Lors de la conférence virtuelle Kafka Summit 2020, Confluent a déroulé son projet Metamorphosis, une initiative lancée en mai dans le but de simplifier le déploiement et le maintien à l’échelle de la plateforme de streaming de données.
L'éditeur s’apprête à ajouter en disponibilité générale un tiers de stockage et l’auto-équilibrage des clusters à sa plateforme logicielle en version 6.0 (Confluent Platform) et à son service cloud managé (Confluent Cloud). Ces deux fonctionnalités ont été présentées en janvier, puis en mai 2020.
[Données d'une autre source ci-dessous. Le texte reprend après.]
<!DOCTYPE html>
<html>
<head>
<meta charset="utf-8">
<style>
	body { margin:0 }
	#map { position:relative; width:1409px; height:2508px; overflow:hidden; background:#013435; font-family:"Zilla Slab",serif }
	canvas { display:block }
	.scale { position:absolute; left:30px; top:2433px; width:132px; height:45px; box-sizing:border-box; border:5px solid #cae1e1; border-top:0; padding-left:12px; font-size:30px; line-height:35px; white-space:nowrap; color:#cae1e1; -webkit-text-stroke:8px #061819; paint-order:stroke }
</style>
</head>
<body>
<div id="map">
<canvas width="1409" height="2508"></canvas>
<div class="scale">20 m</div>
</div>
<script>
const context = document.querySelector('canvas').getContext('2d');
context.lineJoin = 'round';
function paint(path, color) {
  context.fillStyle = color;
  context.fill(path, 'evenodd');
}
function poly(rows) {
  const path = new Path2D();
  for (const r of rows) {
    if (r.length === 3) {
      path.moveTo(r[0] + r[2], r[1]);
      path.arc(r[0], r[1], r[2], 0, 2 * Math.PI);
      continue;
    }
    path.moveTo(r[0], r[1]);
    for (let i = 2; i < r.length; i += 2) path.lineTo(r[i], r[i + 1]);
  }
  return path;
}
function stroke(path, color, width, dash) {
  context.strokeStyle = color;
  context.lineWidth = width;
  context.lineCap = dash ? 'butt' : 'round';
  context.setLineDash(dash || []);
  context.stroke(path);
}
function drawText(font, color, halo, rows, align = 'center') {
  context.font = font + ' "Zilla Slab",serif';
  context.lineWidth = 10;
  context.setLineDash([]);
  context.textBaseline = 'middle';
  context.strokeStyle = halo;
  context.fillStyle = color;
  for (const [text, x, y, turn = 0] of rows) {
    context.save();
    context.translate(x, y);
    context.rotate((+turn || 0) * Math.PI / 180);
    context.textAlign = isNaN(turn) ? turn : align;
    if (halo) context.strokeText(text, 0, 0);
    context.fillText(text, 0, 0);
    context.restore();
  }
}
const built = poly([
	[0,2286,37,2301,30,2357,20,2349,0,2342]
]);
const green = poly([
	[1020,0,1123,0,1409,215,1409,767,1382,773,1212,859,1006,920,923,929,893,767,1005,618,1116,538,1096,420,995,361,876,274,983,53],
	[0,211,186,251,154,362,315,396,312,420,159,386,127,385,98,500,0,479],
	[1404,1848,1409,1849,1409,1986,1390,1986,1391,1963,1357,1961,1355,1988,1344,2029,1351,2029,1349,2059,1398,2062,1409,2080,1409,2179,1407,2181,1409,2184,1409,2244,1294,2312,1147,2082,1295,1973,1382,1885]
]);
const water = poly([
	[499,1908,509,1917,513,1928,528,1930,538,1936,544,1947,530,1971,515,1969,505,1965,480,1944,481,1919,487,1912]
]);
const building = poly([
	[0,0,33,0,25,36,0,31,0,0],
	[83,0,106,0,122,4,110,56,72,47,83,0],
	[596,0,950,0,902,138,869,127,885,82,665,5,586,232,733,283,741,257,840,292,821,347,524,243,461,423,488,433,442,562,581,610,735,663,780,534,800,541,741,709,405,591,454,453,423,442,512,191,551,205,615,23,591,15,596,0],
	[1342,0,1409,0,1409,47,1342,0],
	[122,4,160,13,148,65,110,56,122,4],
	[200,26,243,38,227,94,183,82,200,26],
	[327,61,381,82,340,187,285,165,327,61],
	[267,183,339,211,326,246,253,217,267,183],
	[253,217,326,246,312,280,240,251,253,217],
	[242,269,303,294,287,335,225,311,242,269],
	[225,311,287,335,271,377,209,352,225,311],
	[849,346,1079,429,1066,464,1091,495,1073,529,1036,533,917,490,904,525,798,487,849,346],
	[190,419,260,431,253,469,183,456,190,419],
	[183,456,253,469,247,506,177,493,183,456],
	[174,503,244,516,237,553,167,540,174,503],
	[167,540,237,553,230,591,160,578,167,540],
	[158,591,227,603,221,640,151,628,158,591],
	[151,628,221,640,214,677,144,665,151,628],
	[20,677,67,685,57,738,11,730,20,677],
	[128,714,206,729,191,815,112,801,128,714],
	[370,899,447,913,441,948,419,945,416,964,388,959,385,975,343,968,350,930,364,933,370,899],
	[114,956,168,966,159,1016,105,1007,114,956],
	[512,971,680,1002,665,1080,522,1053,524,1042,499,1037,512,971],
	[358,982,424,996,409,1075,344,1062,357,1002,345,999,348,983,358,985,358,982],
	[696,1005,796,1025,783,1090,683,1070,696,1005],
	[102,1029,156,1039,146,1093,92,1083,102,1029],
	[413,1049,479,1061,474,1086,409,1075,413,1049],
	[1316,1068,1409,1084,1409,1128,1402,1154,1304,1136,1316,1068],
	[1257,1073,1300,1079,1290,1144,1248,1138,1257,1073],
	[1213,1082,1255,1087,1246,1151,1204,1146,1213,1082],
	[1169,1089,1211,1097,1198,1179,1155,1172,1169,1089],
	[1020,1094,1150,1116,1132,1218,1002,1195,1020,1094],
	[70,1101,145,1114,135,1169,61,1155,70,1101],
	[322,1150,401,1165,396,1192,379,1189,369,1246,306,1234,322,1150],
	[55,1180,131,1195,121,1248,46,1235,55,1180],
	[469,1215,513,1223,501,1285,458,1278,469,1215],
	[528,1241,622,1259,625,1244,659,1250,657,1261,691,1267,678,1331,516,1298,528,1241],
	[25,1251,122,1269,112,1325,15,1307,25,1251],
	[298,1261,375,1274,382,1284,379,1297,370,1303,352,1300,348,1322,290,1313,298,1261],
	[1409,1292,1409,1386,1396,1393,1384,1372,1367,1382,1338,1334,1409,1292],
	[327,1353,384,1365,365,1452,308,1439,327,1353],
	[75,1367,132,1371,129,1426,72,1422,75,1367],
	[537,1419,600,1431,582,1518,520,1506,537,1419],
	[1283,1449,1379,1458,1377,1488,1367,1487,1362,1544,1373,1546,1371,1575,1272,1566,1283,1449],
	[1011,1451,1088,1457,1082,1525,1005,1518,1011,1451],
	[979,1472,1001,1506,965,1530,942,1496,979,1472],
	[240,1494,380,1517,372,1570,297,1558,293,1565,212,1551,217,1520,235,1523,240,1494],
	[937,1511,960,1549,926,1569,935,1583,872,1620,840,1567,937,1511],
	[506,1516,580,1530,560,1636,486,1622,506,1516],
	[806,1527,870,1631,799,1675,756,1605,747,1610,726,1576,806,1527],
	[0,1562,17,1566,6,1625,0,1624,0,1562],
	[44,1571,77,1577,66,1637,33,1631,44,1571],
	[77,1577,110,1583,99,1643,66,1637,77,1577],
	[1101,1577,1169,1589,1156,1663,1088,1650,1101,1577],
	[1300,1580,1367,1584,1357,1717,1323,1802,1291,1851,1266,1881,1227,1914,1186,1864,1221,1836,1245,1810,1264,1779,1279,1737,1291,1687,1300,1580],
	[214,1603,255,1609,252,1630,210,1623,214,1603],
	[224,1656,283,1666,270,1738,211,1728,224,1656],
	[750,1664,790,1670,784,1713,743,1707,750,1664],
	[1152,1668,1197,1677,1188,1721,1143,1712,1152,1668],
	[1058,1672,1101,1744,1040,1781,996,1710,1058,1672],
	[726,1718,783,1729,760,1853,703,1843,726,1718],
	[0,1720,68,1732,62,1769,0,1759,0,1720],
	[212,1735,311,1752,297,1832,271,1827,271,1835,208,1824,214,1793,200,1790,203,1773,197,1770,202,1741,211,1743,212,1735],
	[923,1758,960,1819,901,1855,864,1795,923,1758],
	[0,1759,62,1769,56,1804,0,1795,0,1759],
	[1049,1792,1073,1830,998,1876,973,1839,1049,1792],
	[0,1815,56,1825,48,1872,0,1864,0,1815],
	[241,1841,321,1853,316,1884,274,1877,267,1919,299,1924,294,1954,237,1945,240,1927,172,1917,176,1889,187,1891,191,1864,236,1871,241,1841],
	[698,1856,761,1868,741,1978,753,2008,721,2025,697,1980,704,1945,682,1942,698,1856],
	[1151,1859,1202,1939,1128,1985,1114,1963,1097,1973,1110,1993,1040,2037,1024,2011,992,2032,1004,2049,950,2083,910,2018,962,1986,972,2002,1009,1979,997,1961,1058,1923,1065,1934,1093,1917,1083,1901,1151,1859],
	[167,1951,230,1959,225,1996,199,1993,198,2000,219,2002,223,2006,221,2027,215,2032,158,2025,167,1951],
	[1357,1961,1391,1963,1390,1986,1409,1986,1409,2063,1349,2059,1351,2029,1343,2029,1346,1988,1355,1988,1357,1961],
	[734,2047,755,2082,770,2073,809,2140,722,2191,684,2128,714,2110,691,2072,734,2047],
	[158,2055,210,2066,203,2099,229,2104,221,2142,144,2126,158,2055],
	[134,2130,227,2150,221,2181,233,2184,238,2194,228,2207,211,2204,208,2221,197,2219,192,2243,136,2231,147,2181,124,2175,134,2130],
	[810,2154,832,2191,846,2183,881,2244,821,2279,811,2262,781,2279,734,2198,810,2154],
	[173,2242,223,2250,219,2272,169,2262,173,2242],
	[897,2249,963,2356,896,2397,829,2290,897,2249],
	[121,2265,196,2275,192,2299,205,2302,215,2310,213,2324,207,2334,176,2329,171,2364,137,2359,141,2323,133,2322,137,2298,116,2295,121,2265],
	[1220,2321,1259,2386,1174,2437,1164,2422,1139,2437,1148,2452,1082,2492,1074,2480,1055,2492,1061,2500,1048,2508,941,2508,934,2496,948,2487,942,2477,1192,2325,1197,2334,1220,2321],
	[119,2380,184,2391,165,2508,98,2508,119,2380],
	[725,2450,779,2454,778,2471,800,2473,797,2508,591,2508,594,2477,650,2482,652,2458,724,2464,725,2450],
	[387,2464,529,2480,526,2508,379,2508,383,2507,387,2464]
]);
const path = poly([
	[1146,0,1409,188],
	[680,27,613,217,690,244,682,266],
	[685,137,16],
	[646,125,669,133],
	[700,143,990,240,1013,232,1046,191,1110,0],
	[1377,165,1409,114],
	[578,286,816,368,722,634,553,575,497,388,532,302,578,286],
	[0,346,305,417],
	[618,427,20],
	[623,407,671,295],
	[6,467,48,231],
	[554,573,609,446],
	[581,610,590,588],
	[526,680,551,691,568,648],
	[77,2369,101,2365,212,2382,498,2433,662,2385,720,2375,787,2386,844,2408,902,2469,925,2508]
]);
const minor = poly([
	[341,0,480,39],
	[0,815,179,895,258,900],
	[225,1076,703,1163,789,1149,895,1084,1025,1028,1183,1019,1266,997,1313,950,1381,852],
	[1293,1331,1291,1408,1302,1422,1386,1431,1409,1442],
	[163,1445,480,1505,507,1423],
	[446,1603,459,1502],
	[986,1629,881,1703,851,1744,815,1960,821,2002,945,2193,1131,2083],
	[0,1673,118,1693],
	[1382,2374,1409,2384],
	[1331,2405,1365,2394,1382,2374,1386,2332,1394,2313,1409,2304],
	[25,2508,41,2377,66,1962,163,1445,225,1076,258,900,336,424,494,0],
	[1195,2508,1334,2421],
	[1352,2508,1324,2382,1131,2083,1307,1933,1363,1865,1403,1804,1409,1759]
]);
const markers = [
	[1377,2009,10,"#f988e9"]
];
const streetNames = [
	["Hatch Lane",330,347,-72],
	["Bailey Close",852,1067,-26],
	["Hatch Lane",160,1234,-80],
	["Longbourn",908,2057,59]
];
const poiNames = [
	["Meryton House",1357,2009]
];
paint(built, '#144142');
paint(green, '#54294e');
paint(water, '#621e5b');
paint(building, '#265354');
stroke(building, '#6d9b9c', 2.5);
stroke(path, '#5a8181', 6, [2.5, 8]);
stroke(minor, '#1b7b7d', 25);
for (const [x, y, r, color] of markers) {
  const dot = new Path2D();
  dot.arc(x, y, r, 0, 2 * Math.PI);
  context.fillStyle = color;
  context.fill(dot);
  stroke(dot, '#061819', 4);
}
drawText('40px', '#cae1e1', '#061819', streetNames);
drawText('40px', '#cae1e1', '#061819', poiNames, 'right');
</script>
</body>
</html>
Pour rappel, dans sa forme originelle Apache Kafka disposait d’un système de stockage particulièrement limité, ce qui obligeait à concevoir des pipelines spécifiques vers des lacs de données ou des espaces de stockage objet ainsi qu’à développer plusieurs versions d’une application pour exploiter les informations archivées.
Infinite a été présenté comme la solution pour conserver les données de manière illimitée. Confluent y associe deux tiers de stockage basés sur la KIP 405 (Kafka Improvement Proposals) d’Apache Kafka. Depuis Confluent Platform 5.4, chaque broker dispose de son stockage local et peut être associé avec un bucket Amazon S3.
Une fois qu’un broker atteint son débit limite, les données sont automatiquement archivées au sein du stockage distant. Google Cloud Storage, Azure Blob Storage et les systèmes JBOD ne sont pas encore supportés, mais les responsables du projet assurent que la fonctionnalité doit être agnostique du type de stockage objet.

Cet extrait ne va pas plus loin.